Protein domains are reusable segments of proteins and play an important role in protein evolution. By combining the elements from a relatively small set of domains into unique arrangements, a large number of distinct proteins can be generated. Since domains often have specific functions, changes in their arrangement usually affect the overall protein function. Furthermore, domains are well amenable to computational representations, e.g., by Hidden Markov Models (HMMs), and these HMMs are widely represented in various databases. Therefore, domains can be efficiently used for proteomic analyses. Here, we describe how domains are annotated using different domain databases and then how to assess the annotation quality of proteomes.
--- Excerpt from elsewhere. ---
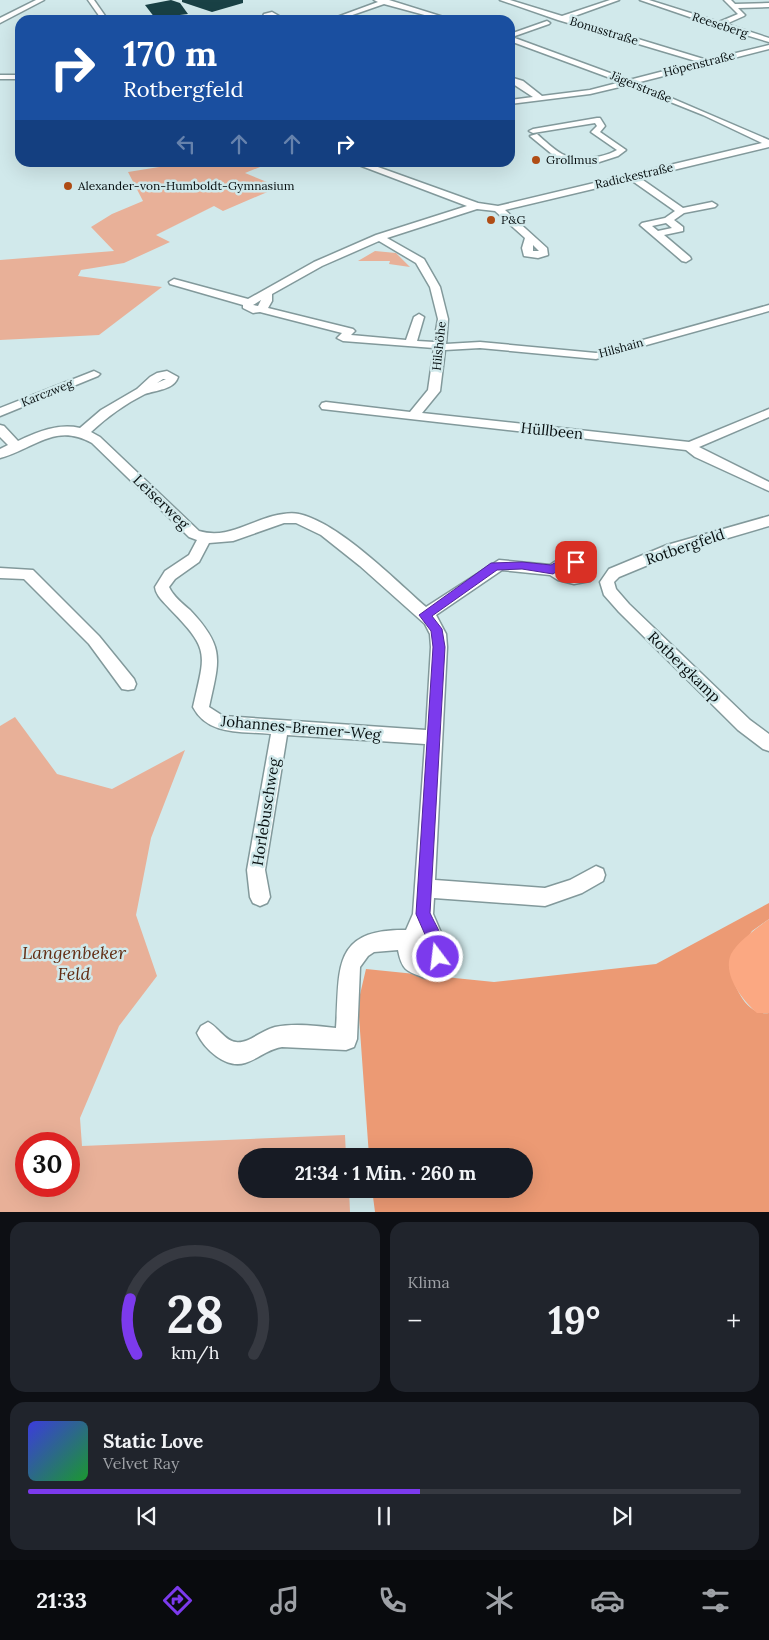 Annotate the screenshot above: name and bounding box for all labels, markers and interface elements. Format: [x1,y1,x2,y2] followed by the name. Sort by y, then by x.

We next show how functional annotations of domains in large-scale data such as whole genomes or transcriptomes can be used to analyze molecular differences between species. Furthermore, we describe methods to analyze the changes in domain content of proteins which significantly helps to characterize and reconstruct the modular evolution of proteins. Altogether, domain-based methods offer a computationally highly effective approach to analyze large amounts of proteomic data in an evolutionary setting.

Key words

Protein domain Molecular evolution 



We would like to thank Mark Harrison and Ulrike Brandt for helpful suggestions.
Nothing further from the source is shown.